WORK REQUIRED
From the records below, print exactly the lines starting at the one containing "ctx.setLineDash([]);" and ending at the one containing "M416,741L469,740", ends included, and nothing else.

AVAILABLE RECORDS

-- Opening Marker --

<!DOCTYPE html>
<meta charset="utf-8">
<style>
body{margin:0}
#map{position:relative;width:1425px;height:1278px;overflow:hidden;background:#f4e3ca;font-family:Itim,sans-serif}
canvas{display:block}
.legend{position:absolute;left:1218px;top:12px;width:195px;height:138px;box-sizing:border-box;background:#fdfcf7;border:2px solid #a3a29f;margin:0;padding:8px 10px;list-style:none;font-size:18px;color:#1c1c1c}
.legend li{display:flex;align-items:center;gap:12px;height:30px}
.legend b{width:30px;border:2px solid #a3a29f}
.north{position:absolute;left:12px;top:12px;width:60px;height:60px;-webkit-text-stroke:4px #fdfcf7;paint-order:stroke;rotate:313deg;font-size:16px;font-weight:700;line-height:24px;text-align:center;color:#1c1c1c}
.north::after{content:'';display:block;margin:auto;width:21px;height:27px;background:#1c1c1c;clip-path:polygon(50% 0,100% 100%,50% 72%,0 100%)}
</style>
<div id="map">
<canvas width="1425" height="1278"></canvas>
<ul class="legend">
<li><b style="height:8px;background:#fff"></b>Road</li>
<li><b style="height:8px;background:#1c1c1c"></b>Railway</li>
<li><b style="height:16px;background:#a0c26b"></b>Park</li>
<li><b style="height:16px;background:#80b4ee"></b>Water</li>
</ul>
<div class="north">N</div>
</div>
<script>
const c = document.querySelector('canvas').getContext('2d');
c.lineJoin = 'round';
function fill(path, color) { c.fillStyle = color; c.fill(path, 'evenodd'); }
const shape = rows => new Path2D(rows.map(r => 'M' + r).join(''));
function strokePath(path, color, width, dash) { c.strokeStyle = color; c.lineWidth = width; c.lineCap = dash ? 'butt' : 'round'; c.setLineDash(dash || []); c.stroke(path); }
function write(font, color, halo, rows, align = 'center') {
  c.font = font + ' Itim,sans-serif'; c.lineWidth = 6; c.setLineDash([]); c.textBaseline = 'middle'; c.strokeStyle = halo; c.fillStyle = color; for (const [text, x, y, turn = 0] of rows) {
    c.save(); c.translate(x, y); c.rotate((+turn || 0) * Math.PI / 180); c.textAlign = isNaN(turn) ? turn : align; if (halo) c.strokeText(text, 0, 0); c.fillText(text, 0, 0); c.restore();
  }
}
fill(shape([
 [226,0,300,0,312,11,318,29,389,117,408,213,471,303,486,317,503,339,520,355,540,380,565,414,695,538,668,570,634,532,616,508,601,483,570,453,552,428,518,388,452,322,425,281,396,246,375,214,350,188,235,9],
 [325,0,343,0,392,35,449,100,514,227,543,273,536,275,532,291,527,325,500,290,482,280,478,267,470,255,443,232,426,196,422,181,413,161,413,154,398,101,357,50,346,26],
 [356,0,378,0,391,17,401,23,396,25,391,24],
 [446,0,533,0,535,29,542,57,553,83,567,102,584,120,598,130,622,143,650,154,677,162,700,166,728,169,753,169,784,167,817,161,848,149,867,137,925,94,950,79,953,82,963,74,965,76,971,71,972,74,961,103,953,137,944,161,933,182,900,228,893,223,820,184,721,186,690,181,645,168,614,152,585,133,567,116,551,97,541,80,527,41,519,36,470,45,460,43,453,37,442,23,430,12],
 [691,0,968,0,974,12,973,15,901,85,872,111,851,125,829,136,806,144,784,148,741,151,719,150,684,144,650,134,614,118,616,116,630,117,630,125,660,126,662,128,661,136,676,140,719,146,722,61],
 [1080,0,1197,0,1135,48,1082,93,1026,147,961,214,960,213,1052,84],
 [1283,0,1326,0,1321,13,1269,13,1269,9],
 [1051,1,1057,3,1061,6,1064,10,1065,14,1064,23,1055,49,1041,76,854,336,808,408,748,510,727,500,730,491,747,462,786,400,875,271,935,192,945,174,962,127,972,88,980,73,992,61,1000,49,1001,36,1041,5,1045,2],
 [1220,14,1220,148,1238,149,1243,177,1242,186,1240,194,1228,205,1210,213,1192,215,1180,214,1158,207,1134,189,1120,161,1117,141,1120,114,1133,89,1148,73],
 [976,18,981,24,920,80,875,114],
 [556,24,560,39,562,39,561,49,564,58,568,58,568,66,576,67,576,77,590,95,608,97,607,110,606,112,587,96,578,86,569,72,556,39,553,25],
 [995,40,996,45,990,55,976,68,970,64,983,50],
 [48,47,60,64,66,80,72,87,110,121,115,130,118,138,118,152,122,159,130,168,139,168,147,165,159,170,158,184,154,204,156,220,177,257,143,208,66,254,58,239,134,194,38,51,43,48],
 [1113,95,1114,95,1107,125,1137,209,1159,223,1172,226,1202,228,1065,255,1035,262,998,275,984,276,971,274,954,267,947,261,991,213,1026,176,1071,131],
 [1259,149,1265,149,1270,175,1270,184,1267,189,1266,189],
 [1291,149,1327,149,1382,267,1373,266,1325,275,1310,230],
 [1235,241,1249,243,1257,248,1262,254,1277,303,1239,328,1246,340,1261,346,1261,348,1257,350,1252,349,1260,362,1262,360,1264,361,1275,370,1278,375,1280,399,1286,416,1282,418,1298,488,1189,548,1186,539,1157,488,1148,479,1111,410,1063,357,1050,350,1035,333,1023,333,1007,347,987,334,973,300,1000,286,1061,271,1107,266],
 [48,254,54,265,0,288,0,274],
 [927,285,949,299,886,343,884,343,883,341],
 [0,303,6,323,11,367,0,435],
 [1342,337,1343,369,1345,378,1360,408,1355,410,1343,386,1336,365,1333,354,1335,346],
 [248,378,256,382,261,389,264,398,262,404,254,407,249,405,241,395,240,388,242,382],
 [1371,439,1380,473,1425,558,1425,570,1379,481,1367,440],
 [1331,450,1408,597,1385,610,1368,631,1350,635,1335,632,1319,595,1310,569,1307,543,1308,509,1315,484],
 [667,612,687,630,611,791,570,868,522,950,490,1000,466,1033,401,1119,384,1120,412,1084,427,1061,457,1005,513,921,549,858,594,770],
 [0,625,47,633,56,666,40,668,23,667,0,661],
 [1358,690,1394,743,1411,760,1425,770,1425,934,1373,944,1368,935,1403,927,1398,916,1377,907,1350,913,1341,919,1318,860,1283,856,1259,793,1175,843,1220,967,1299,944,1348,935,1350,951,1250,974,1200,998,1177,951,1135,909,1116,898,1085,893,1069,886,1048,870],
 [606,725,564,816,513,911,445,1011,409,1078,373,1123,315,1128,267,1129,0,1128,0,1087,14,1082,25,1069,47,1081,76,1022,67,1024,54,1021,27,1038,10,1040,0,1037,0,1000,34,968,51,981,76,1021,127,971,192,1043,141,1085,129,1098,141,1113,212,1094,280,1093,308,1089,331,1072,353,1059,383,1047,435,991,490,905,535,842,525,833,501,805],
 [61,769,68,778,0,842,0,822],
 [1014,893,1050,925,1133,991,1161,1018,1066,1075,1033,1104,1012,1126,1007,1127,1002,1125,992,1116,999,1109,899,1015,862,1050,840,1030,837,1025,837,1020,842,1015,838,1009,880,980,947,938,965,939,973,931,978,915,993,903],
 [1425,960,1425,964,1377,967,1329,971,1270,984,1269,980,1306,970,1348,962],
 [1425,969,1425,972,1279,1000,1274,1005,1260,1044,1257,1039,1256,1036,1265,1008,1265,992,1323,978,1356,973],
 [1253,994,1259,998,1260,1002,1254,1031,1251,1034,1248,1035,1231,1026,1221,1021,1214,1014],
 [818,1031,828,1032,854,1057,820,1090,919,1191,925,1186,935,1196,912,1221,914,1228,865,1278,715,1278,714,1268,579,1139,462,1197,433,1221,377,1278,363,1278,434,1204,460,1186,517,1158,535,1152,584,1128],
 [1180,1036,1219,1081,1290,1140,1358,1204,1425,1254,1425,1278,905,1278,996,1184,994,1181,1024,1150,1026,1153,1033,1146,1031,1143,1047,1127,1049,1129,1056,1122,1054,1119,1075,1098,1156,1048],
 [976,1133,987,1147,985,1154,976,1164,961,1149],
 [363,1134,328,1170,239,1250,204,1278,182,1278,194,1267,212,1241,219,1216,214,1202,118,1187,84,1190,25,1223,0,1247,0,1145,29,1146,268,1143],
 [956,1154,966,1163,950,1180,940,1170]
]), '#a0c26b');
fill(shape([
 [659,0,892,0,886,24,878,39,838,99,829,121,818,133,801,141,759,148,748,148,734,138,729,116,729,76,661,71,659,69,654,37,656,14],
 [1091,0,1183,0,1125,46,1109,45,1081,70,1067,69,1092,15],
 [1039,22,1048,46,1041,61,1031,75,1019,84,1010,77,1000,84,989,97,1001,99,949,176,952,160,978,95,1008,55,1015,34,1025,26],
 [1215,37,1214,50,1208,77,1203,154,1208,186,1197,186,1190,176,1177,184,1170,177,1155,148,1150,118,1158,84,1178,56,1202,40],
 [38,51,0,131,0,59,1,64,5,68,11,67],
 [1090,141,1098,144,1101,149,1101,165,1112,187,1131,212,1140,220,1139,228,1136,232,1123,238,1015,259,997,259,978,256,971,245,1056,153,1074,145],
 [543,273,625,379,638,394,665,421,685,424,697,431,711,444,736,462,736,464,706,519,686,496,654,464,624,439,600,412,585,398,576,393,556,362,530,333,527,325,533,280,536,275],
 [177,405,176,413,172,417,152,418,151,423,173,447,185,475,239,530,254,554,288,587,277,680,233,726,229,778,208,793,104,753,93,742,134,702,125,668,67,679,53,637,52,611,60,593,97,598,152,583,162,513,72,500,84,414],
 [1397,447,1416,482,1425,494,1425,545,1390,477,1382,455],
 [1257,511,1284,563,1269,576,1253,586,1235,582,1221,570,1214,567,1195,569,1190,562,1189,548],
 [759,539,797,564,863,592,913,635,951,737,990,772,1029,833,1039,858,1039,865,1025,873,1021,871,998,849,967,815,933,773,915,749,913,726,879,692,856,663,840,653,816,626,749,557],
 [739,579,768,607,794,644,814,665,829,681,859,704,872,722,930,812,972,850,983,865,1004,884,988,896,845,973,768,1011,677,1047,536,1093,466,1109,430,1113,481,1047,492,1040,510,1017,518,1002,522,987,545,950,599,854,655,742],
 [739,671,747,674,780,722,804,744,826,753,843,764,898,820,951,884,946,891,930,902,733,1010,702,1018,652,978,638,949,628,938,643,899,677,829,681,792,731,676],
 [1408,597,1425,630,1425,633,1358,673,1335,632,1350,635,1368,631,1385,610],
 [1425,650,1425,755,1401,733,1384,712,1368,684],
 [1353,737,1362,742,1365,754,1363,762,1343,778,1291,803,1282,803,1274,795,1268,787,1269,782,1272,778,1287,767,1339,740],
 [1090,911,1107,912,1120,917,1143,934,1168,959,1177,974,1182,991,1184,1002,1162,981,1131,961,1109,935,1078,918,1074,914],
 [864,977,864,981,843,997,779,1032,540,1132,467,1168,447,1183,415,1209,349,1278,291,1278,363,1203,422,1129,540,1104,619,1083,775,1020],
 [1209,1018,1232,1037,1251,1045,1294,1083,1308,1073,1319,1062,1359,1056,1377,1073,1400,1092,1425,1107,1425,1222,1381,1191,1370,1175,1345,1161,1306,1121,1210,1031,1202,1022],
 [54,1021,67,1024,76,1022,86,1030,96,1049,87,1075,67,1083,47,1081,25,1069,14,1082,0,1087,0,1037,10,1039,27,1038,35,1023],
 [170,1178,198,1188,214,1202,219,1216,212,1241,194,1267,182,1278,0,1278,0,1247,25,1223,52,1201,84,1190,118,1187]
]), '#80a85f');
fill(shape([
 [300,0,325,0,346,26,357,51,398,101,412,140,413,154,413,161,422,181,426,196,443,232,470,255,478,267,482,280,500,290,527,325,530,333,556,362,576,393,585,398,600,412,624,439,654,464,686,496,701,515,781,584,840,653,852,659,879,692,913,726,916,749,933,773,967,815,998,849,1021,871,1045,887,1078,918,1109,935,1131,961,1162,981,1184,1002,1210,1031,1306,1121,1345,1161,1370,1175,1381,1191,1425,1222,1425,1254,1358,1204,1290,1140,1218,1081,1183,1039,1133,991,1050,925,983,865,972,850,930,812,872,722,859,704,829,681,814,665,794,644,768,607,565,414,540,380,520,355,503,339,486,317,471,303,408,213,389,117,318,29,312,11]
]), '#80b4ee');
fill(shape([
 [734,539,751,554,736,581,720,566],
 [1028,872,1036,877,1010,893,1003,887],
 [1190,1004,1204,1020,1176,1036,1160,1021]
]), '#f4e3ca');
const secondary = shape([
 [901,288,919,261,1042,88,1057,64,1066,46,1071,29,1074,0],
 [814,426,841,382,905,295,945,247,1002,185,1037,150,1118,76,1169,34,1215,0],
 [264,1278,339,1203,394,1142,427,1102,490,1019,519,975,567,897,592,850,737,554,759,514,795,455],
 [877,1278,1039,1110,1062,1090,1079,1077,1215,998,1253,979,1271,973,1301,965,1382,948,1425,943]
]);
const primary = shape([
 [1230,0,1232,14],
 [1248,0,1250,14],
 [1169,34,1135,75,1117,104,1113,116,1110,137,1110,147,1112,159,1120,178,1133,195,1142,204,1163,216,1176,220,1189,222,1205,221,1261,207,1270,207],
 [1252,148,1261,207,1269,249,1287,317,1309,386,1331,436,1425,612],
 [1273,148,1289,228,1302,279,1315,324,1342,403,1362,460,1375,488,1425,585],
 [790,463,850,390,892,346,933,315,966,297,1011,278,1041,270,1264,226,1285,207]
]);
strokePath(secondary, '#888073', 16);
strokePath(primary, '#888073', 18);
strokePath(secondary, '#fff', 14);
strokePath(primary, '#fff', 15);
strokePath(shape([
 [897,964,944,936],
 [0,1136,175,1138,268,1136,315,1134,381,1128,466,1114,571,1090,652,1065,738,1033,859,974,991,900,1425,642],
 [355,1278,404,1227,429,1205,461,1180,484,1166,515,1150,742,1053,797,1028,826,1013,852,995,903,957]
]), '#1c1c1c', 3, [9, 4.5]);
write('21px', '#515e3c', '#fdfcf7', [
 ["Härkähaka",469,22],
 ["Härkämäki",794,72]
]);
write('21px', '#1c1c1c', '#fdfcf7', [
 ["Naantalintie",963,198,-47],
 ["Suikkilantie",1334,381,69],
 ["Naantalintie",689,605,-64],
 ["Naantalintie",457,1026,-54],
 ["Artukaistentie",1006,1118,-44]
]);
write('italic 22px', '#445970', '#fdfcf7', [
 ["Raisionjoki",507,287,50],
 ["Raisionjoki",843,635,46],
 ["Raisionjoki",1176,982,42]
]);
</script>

-- Closing Marker --
-- Opening Marker --

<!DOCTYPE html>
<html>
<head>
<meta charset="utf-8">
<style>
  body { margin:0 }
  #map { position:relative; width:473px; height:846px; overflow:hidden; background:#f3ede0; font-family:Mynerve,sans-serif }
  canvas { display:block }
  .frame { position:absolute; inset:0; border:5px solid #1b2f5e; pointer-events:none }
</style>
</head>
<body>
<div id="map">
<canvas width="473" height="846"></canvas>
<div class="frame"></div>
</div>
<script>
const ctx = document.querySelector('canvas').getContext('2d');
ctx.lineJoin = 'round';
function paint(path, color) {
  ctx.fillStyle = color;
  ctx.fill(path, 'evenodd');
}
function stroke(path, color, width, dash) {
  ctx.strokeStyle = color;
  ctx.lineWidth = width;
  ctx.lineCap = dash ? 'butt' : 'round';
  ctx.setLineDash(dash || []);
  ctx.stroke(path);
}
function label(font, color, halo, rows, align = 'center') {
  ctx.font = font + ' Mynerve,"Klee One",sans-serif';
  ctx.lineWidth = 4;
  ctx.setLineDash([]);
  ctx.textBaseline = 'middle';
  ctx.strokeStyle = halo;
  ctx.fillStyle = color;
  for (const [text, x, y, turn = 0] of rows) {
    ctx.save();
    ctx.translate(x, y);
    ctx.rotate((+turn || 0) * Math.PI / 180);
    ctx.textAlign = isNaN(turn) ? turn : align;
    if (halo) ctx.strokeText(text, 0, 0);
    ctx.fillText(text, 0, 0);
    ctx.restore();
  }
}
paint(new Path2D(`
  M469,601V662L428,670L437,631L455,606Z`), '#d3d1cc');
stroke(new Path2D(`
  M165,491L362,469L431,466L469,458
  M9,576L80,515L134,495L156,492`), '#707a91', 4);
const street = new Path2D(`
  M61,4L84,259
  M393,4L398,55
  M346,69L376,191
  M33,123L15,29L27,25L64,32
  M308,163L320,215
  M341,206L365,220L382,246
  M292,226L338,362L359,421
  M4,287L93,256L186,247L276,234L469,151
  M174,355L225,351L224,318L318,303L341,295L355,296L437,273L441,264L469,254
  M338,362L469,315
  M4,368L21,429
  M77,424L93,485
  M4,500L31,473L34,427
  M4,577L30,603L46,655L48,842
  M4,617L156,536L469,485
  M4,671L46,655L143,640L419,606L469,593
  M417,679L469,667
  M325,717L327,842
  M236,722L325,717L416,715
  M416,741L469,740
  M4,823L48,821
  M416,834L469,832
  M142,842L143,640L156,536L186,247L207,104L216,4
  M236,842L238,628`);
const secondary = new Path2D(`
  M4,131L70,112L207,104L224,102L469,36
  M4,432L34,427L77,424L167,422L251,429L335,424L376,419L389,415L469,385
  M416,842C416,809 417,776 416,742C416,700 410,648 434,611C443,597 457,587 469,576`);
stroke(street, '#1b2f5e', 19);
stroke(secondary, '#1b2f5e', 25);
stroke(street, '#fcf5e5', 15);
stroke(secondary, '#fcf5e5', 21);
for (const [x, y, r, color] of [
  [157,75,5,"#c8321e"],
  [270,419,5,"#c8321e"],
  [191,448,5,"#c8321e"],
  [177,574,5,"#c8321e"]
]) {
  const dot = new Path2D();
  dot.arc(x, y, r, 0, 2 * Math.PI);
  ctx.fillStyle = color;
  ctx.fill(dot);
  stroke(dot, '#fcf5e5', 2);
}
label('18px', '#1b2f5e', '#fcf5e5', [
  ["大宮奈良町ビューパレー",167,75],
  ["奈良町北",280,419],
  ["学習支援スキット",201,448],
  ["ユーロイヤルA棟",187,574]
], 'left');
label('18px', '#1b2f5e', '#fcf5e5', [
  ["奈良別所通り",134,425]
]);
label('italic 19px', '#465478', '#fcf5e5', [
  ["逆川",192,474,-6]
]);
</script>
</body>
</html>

-- Closing Marker --

REPLY TO THE TASK
  ctx.setLineDash([]);
  ctx.textBaseline = 'middle';
  ctx.strokeStyle = halo;
  ctx.fillStyle = color;
  for (const [text, x, y, turn = 0] of rows) {
    ctx.save();
    ctx.translate(x, y);
    ctx.rotate((+turn || 0) * Math.PI / 180);
    ctx.textAlign = isNaN(turn) ? turn : align;
    if (halo) ctx.strokeText(text, 0, 0);
    ctx.fillText(text, 0, 0);
    ctx.restore();
  }
}
paint(new Path2D(`
  M469,601V662L428,670L437,631L455,606Z`), '#d3d1cc');
stroke(new Path2D(`
  M165,491L362,469L431,466L469,458
  M9,576L80,515L134,495L156,492`), '#707a91', 4);
const street = new Path2D(`
  M61,4L84,259
  M393,4L398,55
  M346,69L376,191
  M33,123L15,29L27,25L64,32
  M308,163L320,215
  M341,206L365,220L382,246
  M292,226L338,362L359,421
  M4,287L93,256L186,247L276,234L469,151
  M174,355L225,351L224,318L318,303L341,295L355,296L437,273L441,264L469,254
  M338,362L469,315
  M4,368L21,429
  M77,424L93,485
  M4,500L31,473L34,427
  M4,577L30,603L46,655L48,842
  M4,617L156,536L469,485
  M4,671L46,655L143,640L419,606L469,593
  M417,679L469,667
  M325,717L327,842
  M236,722L325,717L416,715
  M416,741L469,740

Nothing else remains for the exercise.